Geoffrey Toone (15 November 1910 – 1 June 2005) was an English character actor and former matinee idol, born in Ireland. Most of his film roles after the 1930s were in supporting parts, usually as authority figures, though he did play the lead character in the Hammer Films production The Terror of the Tongs in 1961.

Life and career
Toone was born in Dublin, Ireland  to English parents and was educated at Charterhouse School and Christ's College, Cambridge. He served in the Royal Artillery during World War II, but was invalided out in 1942.                     
Toone's notable appearances include:
 As Sir Edward Ramsay in the musical film The King and I (he dances with Deborah Kerr in the banquet sequence, much to the annoyance of the King).
 As retired boxer and pimp Denny Lipp in "Jeff", a noteworthy 1960 episode of the TV series The Westerner, produced, directed and co-written by Sam Peckinpah. The episode also featured in a small role Warren Oates, who became a Peckinpah stalwart.
 The BBC science fiction television series Doctor Who:
 As Temmosus in the film of Dr. Who and the Daleks (1965)
 As Hepesh in the television story The Curse of Peladon in 1972.
 In Freewheelers as the Nazi officer Karl von Gelb who continually tries to avenge Germany's World War II defeat.
 As R. A. Crichton in "The Greasy Pole", a 1981 episode of Yes Minister.
 As Lord Ridgemere, owner of the stately home where Delboy and Rodney dropped a chandelier in the Only Fools and Horses episode, "A Touch of Glass".
 As Lord Bittlesham, a recurring character in the TV adaptation of P. G. Wodehouse's Jeeves and Wooster.

Death
He died from natural causes, aged 94, at Denville Hall in Northwood, London. At the time of his death, Toone was one of the last survivors of the Old Vic theatre company of the 1930s, having appeared alongside the likes of John Gielgud and Laurence Olivier in productions of Shakespeare. At the time, he was also the longest-lived actor to have appeared in Doctor Who. For many years he had shared a house with his close friend, the actor Frank Middlemass. "To their general amusement", they were often mistaken to be lovers, but in fact were not.

Selected filmography

 Queer Cargo (1938) .... Lieutenant Stocken
 Luck of the Navy (1938) .... Cmdr.
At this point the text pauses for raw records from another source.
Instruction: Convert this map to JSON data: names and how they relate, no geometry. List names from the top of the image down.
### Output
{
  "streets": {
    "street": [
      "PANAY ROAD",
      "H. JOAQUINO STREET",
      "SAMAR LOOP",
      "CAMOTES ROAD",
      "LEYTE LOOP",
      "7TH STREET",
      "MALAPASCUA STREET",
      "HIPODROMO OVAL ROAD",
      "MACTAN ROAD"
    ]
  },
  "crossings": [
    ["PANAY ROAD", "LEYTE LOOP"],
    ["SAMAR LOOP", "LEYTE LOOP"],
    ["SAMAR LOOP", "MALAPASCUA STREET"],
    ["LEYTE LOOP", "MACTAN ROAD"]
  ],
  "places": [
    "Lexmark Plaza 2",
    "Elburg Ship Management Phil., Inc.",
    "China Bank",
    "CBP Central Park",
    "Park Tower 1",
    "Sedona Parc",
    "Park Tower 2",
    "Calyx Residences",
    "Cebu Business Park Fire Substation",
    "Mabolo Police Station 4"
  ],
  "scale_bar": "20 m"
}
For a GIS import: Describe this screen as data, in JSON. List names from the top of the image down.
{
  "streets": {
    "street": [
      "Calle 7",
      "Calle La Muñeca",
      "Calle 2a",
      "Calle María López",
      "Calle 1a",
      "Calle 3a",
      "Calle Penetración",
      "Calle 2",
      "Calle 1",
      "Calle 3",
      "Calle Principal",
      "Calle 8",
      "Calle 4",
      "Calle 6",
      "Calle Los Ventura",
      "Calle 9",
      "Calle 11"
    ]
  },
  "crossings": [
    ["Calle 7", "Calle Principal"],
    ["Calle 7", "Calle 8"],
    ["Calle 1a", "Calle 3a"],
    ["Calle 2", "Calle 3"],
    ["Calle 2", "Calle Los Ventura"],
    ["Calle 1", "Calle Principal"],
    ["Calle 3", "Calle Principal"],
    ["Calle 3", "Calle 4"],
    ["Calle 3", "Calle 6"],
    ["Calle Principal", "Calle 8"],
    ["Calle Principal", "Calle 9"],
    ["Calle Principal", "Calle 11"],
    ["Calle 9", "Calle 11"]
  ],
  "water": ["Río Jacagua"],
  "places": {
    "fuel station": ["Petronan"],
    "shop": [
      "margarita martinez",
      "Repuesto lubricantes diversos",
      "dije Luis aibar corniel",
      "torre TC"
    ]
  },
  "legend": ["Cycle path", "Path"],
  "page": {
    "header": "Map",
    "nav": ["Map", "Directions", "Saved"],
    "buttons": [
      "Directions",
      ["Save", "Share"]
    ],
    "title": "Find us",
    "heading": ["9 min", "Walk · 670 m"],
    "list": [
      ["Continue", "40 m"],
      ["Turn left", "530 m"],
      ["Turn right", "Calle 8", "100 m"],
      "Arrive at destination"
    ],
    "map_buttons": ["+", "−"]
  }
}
Clive Stanton
 Night Journey (1938) .... Johnny Carson
 Sword of Honour (1939) .... Bill Brown
 Poison Pen (1940) .... David
 An Englishman's Home (A.K.A. 'Mad Men of Europe ') (1940) .... Peter Templeton
 Hell Is Sold Out (1951) .... Swedish Consulate Clerk
 The Woman's Angle (1952) .... Count Cambia
 The Great Game (1953) .... Jack Bannerman
 The Man Between (1953) .... Martin Mallison
 Captain Lightfoot (1955) .... Captain Hood
 Diane (1956) .... Duke of Savoy
 The King and I (1956) .... Sir Edward Ramsey
 Johnny Tremain (1957) .... Maj. Pitcairn
 Zero Hour! (1957) .... Dr. Baird
 Murder at Site 3 (1959) .... Sexton Blake
 Once More, with Feeling! (1960) .... Dr. Richard Hilliard
 The Entertainer (1960) .... Harold Hubbard
 The Terror of the Tongs (1961) .... Captain Jackson Sale
 Captain Sindbad (1963) .... Mohar
 Echo of Diana (1963) .... Col. Justin
 Dr. Crippen (1963) .... Mr. Tobin
 Blaze of Glory (1963) .... Roche
 The River Line (1964) .... Julian
 Dr. Who and the Daleks (1965) .... Temmosus
 The Scarlet Pimpernel (1982) .... Marquis de St. Cyr
 The Stone Carriers (1982) .... Narrator

References

External links
 
 

1910 births
2005 deaths
English male film actors
English male stage actors
English male television actors
People educated at Charterhouse School
Alumni of Christ's College, Cambridge
Royal Artillery personnel
British Army personnel of World War II
Male actors from Dublin (city)
20th-century English male actors
Military personnel from Dublin (city)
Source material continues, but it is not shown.